The purpose of this demonstration is to show the benefits of combining data from multiple sources and the ease and speed of creating Web applications using Callimachus.

Why should we publish Linked Data when we already publish our data in a variety of formats on the Web?

Providing data in open, standardized formats that facilitate reuse by other government agencies and/or departments, and third parties, e.g., journalists, academic, non-profit and corporate researchers and the general public. Generalized data sharing is made possible by the use of an international data exchange standard, the Resource Description Framework (RDF).
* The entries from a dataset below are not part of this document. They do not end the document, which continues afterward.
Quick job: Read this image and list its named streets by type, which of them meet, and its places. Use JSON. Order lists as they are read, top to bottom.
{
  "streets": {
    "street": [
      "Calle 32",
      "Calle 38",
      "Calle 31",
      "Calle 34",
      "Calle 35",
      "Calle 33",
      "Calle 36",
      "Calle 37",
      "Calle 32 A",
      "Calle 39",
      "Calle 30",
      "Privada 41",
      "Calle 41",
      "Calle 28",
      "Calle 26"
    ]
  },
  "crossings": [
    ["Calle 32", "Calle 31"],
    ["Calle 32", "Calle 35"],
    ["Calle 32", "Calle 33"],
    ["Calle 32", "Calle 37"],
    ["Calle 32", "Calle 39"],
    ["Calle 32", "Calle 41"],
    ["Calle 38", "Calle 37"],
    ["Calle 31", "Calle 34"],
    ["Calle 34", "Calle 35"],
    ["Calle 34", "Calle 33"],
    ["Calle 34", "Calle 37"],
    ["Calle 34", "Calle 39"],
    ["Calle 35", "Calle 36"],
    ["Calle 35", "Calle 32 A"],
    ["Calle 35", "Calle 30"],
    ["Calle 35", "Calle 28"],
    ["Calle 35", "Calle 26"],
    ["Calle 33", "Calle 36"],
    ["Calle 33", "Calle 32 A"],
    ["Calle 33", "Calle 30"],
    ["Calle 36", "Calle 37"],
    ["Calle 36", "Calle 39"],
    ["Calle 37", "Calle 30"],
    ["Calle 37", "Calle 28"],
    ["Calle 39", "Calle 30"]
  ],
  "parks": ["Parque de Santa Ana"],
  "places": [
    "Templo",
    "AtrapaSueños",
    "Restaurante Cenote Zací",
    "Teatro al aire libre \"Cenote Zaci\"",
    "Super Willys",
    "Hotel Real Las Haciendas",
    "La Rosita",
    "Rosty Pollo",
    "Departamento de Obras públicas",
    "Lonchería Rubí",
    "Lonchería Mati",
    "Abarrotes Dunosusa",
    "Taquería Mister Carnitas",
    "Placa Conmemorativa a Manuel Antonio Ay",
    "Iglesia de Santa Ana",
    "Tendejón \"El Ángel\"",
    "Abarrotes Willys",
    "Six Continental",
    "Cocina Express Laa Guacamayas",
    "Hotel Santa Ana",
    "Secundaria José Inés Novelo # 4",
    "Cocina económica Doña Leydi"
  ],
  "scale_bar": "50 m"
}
Data in RDF allows for rapid combination of information from multiple data sources, including DBpedia (the RDF version of Wikipedia) and literally thousands of Linked Open Data sets available on the web.
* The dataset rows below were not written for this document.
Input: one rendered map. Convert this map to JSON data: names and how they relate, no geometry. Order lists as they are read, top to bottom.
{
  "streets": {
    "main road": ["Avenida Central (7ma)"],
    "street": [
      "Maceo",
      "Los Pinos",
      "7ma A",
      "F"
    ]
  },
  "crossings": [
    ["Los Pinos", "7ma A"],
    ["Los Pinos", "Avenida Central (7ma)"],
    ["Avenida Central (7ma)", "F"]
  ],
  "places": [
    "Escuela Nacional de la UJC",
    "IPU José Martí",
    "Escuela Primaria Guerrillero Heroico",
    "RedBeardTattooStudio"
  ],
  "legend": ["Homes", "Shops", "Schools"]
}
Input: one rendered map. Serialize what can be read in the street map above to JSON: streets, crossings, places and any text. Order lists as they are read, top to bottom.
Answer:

Publishing as RDF allows people to rapidly visualize ad hoc queries on maps, in tables, bar charts and many other common business views. Publishing Linked RDF is what Tim Berners-Lee, the inventor of the Web, calls “5 star” Linked Data. Linked Data publishing and use by enterprises has resulted in cost reductions in development time, deployment cycle, and maintenance compared with traditional data sharing mechanisms.

How do I know that Linked Data is not a passing fad?

Commercial companies recognize the market opportunity and are investing millions of dollars of R&D budget to create and support production tools improved creation, discovery and visualization of data on the Web. This includes Google, Oracle, IBM, Microsoft and Facebook. The UK Parliament pioneered publishing Linked Data with the backing and support of Sir Tim Berners-Lee, the inventor of the World Wide Web.  Additionally, governments such as the US, Sweden, Germany, France, Spain, New Zealand and Australia are adopting Linked Data as a data publication and consumption model for Open Government Initiatives.  The BBC is using Linked Data to operate large sections of its Web site and also used it to report on the last Olympics.

While the term “Linked Data” is a relatively new term (circa 2007), it is based on International Standards and technologies that have formally and comprehensively presented, discussed and peer reviewed by literally hundreds of academic institutions, technology companies, and government agencies from around the world through the World Wide Web Consortium (W3C) for well in excess of a decade.

How long do projects typically take to implement?

A Linked Data Approach implies “cooperation without coordination.” This means that all members of an organization are not required to agree on schema, in advance or at any point in the development effort. Instead, a Linked Data approach recognizes that there is no one way to describe an organization, its products or services. Instead, a Linked Data approach embraces that individuals possess knowledge within their area of expertise and that they should be able to describe business process, rules and their data with both flexibility and standards.

Are there any gotchas?

a) There are several issues when adopting Linked Data that could become ‘gotchas’: Care must be taken to avoid biasing the value of high quality datasets by tightly coupling them to specific high profile applications. In short, do not do to your Linked Data what MDM did to your relational databases. Recognize that the core benefits of Linked Data involve the combination of data with data from other sources. Successful Linked Data projects produce generic, reusable data that may be combined with data from other sources to allow applications not yet conceived. Think reuse, not specific uses.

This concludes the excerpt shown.